[Collected data]
● ● ● ● ●

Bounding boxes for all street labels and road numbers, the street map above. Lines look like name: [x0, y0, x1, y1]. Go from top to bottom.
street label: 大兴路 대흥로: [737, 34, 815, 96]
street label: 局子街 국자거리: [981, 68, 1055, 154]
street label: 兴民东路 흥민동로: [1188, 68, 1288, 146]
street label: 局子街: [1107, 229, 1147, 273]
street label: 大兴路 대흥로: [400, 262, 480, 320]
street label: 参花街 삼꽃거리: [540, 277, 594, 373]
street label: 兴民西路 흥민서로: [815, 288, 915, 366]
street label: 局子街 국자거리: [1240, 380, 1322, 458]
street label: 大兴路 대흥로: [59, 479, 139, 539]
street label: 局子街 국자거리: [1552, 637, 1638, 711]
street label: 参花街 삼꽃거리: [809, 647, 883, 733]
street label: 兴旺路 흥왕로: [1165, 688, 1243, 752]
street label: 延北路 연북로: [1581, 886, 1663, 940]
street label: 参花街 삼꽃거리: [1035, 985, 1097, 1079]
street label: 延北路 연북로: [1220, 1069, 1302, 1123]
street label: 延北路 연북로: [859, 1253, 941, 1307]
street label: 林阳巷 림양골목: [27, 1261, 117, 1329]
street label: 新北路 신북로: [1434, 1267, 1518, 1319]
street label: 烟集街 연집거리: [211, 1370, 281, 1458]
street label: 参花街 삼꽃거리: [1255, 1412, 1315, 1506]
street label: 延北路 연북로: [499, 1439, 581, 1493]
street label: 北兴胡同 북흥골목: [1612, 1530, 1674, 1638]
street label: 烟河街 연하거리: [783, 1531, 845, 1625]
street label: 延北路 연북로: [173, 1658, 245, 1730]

● ● ● ● ●

● **ACTIVITY**
Go through the records above and write each one out again exactly.

● **RESULT OF THIS TASK**
Bounding boxes for all street labels and road numbers, the street map above. Lines look like name: [x0, y0, x1, y1]. Go from top to bottom.
street label: 大兴路 대흥로: [737, 34, 815, 96]
street label: 局子街 국자거리: [981, 68, 1055, 154]
street label: 兴民东路 흥민동로: [1188, 68, 1288, 146]
street label: 局子街: [1107, 229, 1147, 273]
street label: 大兴路 대흥로: [400, 262, 480, 320]
street label: 参花街 삼꽃거리: [540, 277, 594, 373]
street label: 兴民西路 흥민서로: [815, 288, 915, 366]
street label: 局子街 국자거리: [1240, 380, 1322, 458]
street label: 大兴路 대흥로: [59, 479, 139, 539]
street label: 局子街 국자거리: [1552, 637, 1638, 711]
street label: 参花街 삼꽃거리: [809, 647, 883, 733]
street label: 兴旺路 흥왕로: [1165, 688, 1243, 752]
street label: 延北路 연북로: [1581, 886, 1663, 940]
street label: 参花街 삼꽃거리: [1035, 985, 1097, 1079]
street label: 延北路 연북로: [1220, 1069, 1302, 1123]
street label: 延北路 연북로: [859, 1253, 941, 1307]
street label: 林阳巷 림양골목: [27, 1261, 117, 1329]
street label: 新北路 신북로: [1434, 1267, 1518, 1319]
street label: 烟集街 연집거리: [211, 1370, 281, 1458]
street label: 参花街 삼꽃거리: [1255, 1412, 1315, 1506]
street label: 延北路 연북로: [499, 1439, 581, 1493]
street label: 北兴胡同 북흥골목: [1612, 1530, 1674, 1638]
street label: 烟河街 연하거리: [783, 1531, 845, 1625]
street label: 延北路 연북로: [173, 1658, 245, 1730]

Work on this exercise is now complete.